I have a WCF service that requires a certain response time (under 1 minute).
My problem is that every so often, most often in the mornings the service takes a long time to respond (sometimes over 2 minutes).
I'm thinking this is because the app has recycled and the first run must recompile.
Are there other reasons this might happen?
Is it possible to turn off app recycling? And if it is, will that cause any side effects or instability? I'm assuming there must be a reason why asp.net apps are set to recycle.
Is there anything else that can be done to improve that first run performance?
Yes you can prevent the AppPool from recycling.
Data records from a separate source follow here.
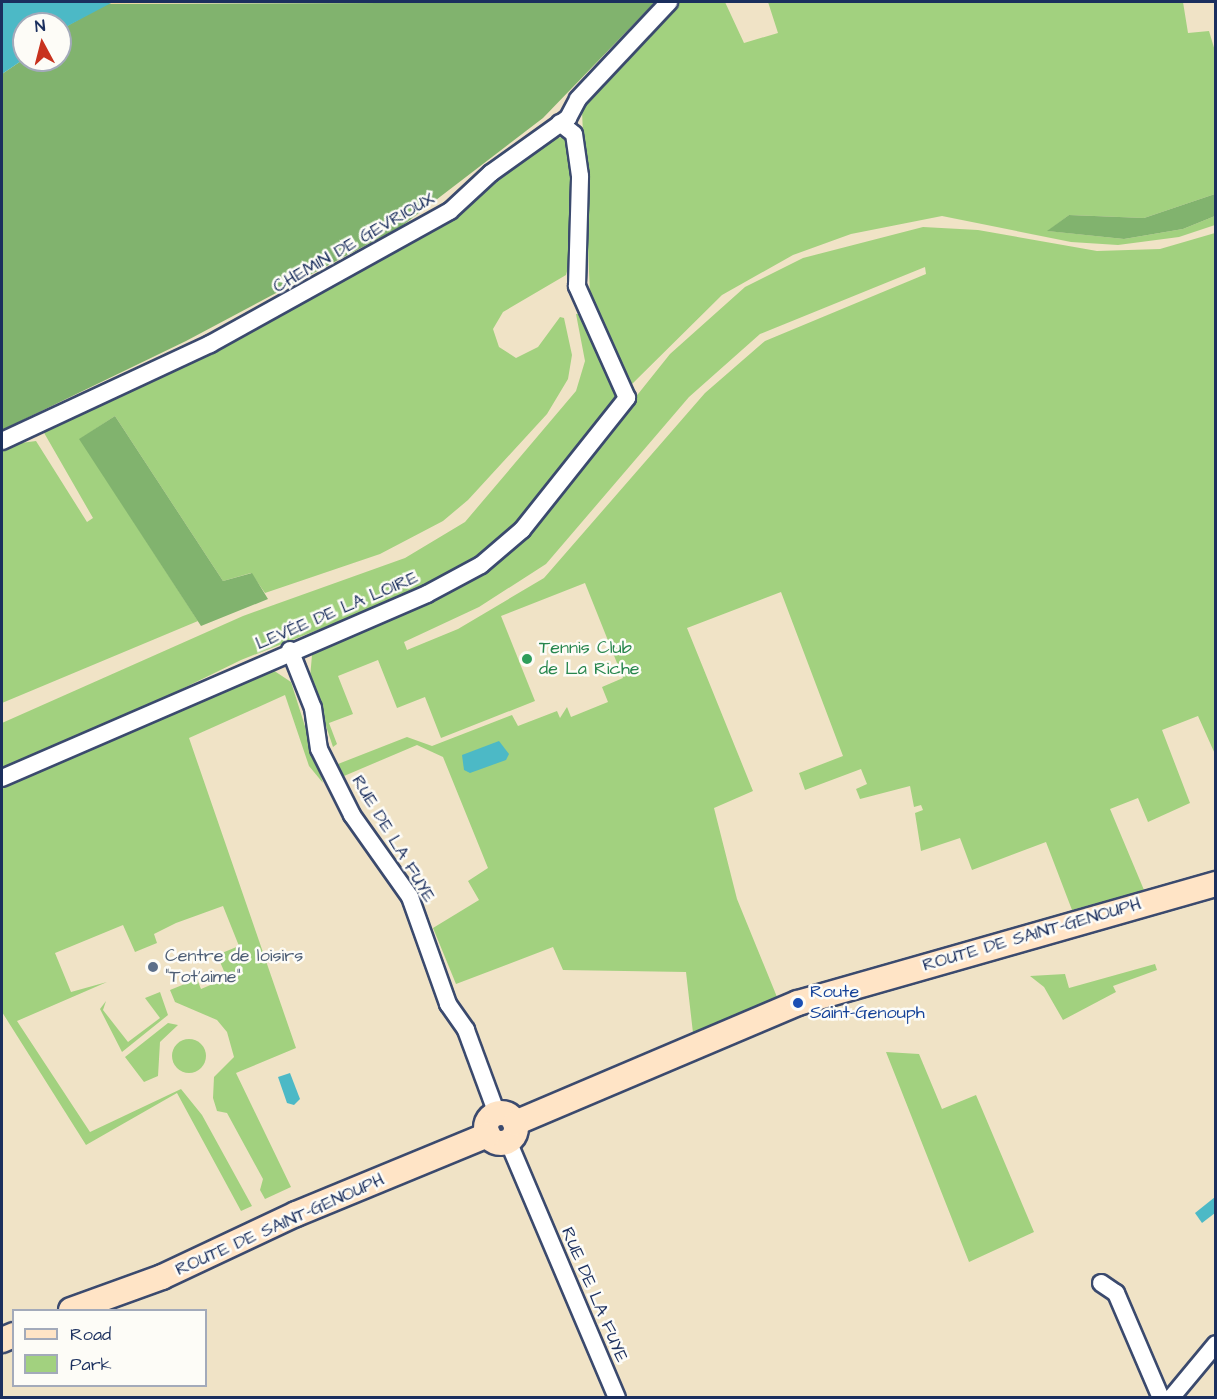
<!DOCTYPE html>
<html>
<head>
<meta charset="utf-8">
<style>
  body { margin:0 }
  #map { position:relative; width:1217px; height:1399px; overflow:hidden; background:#f0e3c6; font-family:"Architects Daughter",sans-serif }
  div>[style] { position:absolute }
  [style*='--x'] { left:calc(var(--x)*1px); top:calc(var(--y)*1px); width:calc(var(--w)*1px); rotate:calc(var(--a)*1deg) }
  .green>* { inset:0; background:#a2d17f }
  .round { border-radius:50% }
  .forest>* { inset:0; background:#81b36e }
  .sand>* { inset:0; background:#eeda9e }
  .water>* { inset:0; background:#4cb9c6 }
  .roads { filter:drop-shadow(2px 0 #3b4a6e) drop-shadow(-2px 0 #3b4a6e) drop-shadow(0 2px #3b4a6e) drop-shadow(0 -2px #3b4a6e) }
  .street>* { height:16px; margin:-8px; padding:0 8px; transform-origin:8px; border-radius:8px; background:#fff }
  .secondary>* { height:24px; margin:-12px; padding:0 12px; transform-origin:12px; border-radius:12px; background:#ffe4c6 }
  .secondary>.ring { margin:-12px; padding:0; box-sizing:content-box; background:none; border:24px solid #ffe4c6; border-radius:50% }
  .dots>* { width:16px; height:16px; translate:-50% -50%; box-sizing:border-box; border:3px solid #fdfcf7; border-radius:50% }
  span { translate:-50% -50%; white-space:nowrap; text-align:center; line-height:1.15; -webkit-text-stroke:5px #fdfcf7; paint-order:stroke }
  .street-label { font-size:18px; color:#1b2f5e }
  .leisure-label { font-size:18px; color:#27864d }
  .left { translate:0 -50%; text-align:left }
  .service-label { font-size:18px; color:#4e5e75 }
  .transit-label { font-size:18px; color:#164399 }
  .frame { position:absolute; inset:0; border:3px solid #1b2f5e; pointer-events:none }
  .legend { position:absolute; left:12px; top:1309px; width:195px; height:78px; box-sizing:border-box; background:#fdfcf7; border:2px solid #a3aaba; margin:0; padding:8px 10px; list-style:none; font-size:18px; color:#1b2f5e }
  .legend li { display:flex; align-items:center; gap:12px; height:30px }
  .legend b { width:30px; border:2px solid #a3aaba }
  .north { position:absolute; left:12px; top:12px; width:60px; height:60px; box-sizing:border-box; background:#fdfcf7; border:2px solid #a3aaba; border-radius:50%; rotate:353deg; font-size:16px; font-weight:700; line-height:24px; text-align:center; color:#1b2f5e }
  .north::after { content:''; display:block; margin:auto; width:21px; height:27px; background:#c8321e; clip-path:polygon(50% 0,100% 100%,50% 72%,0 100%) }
</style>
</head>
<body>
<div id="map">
  <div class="green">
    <div style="clip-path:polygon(679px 2px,725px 2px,744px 43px,778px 33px,768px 2px,1183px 2px,1188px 33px,1209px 31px,1215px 51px,1215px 194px,1144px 218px,1069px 215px,1048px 231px,1124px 239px,1183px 229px,1215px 216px,1215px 225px,1179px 237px,1118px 245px,1071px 242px,942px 216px,851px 234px,793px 255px,722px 295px,630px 386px,590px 294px,582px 111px,591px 94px)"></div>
    <div style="clip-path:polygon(566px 137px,574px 164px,571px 256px,566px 275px,503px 312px,493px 329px,499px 347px,516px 358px,538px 347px,560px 317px,564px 318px,572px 355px,568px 379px,547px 414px,468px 500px,443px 521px,380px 554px,265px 593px,251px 573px,223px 581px,115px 416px,80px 439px,198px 621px,2px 703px,2px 453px,7px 444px,18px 437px,21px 443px,36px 441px,87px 522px,93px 518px,43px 431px,403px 247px,544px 139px)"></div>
    <div style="clip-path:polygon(evenodd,923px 227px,978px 230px,1097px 251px,1160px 249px,1215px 233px,1215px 754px,1198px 716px,1162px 730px,1190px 803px,1148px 822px,1138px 798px,1110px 809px,1144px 890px,1072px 910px,1046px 842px,972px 870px,960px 838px,921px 851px,915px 813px,923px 810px,921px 805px,914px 807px,910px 786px,860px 799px,856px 789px,867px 784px,861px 769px,805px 790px,799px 773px,843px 756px,781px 592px,687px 628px,753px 791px,714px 808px,737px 899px,777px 997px,693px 1033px,686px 972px,563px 970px,553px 947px,456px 984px,433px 928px,479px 900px,468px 881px,488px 868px,443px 757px,417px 745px,344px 776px,338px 764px,407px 737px,432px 746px,512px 715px,518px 726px,557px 711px,560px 718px,567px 707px,571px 717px,608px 702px,602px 687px,623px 678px,585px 583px,501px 616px,535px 701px,441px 738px,425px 697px,397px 708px,378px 660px,338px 676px,353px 714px,329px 723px,337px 744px,333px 747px,310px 678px,312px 655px,393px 614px,535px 523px,670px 354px,745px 287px,803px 258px,923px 227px,925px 267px,926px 274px,765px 341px,705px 393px,544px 578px,458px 629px,407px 650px,404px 642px,479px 607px,546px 564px,689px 397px,760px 334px,925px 267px)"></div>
    <div style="clip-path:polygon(576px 314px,581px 314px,617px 399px,527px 514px,494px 546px,417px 591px,241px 660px,100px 729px,2px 769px,2px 723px,243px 616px,405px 558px,465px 522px,576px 391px,585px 361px)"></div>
    <div style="clip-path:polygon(270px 668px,291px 682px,323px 783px,309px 766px,285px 695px,189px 738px,296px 1048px,236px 1073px,291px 1187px,265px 1199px,260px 1190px,263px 1179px,227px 1113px,217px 1111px,213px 1098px,214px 1077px,234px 1057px,227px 1032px,217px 1020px,175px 1002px,170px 990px,197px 979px,201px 989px,227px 978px,217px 955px,239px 946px,223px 906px,176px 923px,154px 934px,157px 943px,135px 952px,123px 925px,55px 953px,71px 992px,107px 982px,17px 1021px,90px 1132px,181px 1089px,202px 1115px,252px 1206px,241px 1211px,177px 1093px,86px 1145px,2px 1012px,2px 783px)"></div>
    <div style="clip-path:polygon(1155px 964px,1157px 970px,1113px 986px,1116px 992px,1063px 1020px,1044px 987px,1030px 976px,1065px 974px,1069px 988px)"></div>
    <div style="clip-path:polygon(160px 992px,168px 1015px,122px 1052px,100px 1009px,106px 1001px,103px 1010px,128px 1042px,160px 1018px,145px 998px)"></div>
    <div style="clip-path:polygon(168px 1023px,178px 1025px,160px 1042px,158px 1076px,144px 1082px,125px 1057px)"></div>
    <div class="round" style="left:172px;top:1039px;width:34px;height:34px"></div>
    <div style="clip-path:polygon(886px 1052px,919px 1054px,942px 1109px,976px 1095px,1034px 1232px,969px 1262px)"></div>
  </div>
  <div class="forest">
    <div style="clip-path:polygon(655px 2px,543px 118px,402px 226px,186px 341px,2px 430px,2px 74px,24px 59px,60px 60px,60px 30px,106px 4px)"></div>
    <div style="clip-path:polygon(1215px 194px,1215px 216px,1183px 229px,1124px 239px,1047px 231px,1069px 215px,1144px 218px)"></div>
    <div style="clip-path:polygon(115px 416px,223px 581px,252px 573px,268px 599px,201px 626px,79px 439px)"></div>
  </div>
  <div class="sand">
    <div style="clip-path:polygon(113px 2px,330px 2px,106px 4px)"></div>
  </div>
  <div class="water">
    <div style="clip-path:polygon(2px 2px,113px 2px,60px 30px,60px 24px,24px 24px,24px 59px,2px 74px)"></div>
    <div style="clip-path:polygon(499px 741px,509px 754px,506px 760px,470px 773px,464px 770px,462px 755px)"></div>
    <div style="clip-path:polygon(290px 1073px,300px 1099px,294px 1105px,287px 1103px,278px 1077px)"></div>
    <div style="clip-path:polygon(1215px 1197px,1215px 1213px,1202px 1223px,1195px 1213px)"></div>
  </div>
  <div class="roads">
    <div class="street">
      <div style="--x:2;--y:441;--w:230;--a:-25"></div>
      <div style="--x:210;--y:344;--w:274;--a:-29"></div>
      <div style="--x:450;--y:211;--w:56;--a:-42.8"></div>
      <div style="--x:491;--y:173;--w:95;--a:-35.5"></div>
      <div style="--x:568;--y:118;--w:21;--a:-62"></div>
      <div style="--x:578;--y:99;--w:133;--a:-46.8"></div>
      <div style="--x:290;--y:650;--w:62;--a:68.4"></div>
      <div style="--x:313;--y:708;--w:41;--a:81.7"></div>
      <div style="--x:319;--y:749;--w:74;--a:63.4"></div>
      <div style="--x:352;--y:815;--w:100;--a:54.7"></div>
      <div style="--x:410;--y:897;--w:114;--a:70.4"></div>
      <div style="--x:448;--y:1004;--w:32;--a:55"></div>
      <div style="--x:466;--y:1030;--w:90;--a:69.7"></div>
      <div style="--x:2;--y:778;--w:463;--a:-23.4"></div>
      <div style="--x:427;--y:594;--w:61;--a:-28.2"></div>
      <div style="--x:481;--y:565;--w:54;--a:-40.5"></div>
      <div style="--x:522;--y:530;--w:169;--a:-51.5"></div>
      <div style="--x:627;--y:398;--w:123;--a:-114.1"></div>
      <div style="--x:577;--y:286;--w:110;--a:-88.4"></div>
      <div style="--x:580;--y:176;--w:42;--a:-98.1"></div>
      <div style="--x:574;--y:134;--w:18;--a:-142"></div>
      <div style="--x:508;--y:1141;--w:279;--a:67"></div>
      <div style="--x:1101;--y:1283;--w:18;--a:34"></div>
      <div style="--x:1116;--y:1293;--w:114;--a:66.8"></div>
      <div style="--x:1171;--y:1398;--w:70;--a:-50.2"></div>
    </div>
    <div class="secondary">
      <div class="ring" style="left:486px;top:1113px;width:6px;height:6px"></div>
      <div style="--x:515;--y:1123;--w:307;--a:-23"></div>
      <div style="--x:798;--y:1003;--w:435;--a:-15.9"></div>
      <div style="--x:71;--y:1310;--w:97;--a:-19.9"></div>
      <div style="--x:162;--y:1277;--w:148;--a:-25.2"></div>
      <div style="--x:296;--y:1214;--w:208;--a:-22.4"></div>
      <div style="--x:2;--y:1340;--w:13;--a:-23"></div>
    </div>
  </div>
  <div class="dots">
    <div style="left:527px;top:659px;background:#2e9e5b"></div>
    <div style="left:153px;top:967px;background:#5c6f8a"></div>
    <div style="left:798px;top:1003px;background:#1a4fb4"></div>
  </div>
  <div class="street-label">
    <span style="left:354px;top:243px;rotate:-30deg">CHEMIN DE GEVRIOUX</span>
    <span style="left:337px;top:611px;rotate:-23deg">LEVÉE DE LA LOIRE</span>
    <span style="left:393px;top:839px;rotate:59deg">RUE DE LA FUYE</span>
    <span style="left:1032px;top:935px;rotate:-16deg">ROUTE DE SAINT-GENOUPH</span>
    <span style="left:280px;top:1225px;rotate:-24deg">ROUTE DE SAINT-GENOUPH</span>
    <span style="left:594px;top:1295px;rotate:67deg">RUE DE LA FUYE</span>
  </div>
  <div class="leisure-label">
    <span class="left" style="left:539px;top:659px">Tennis Club<br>de La Riche</span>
  </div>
  <div class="service-label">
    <span class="left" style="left:165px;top:967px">Centre de loisirs<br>"Tot’aime"</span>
  </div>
  <div class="transit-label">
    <span class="left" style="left:810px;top:1003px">Route<br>Saint-Genouph</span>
  </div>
  <div class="frame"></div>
  <ul class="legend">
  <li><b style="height:8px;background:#ffe4c6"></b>Road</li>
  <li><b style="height:16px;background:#a2d17f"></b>Park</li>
  </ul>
  <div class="north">N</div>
</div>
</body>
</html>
Another option would be to create a keep-alive job to continually ping the service to keep the worker process from sleeping.
Basically the following rules dictate when an application is recycled or unloaded:
After the App Pool Recycle time has been reached - by default this is every 29 hours I think.
A set time after the last request to application.
Using a keep-alive to ping the service would solve 2, and then you'd just have to deal with 1.
Depending on your version of IIS, there are slightly different ways to configure this.
For IIS 6
For IIS 7
The idle time out I think would normally default to "infinte", but can be configured through the processModel element (idleTimeout attribute) of your configuration files.
As to first run performance - without looking at your app it's hard to say, have you run something like DotTrace or another profiler over it?
Are you doing a lot of intensive lookups and caching data in that first load? Can these be deferred?
Performance problems can be caused by anything you haven't ruled out first. Since you haven't ruled anything out, it could be cauased by anything at all.
Maybe a silly idea : could you schedule a console app to hit your service at e.g. 5:30am in the morning, so that this request would take a long time to run, and your regular users coming in after that won't have that problem?
Sure - it's not dealing with the root cause, but for the time being, it might be a useful workaround - no?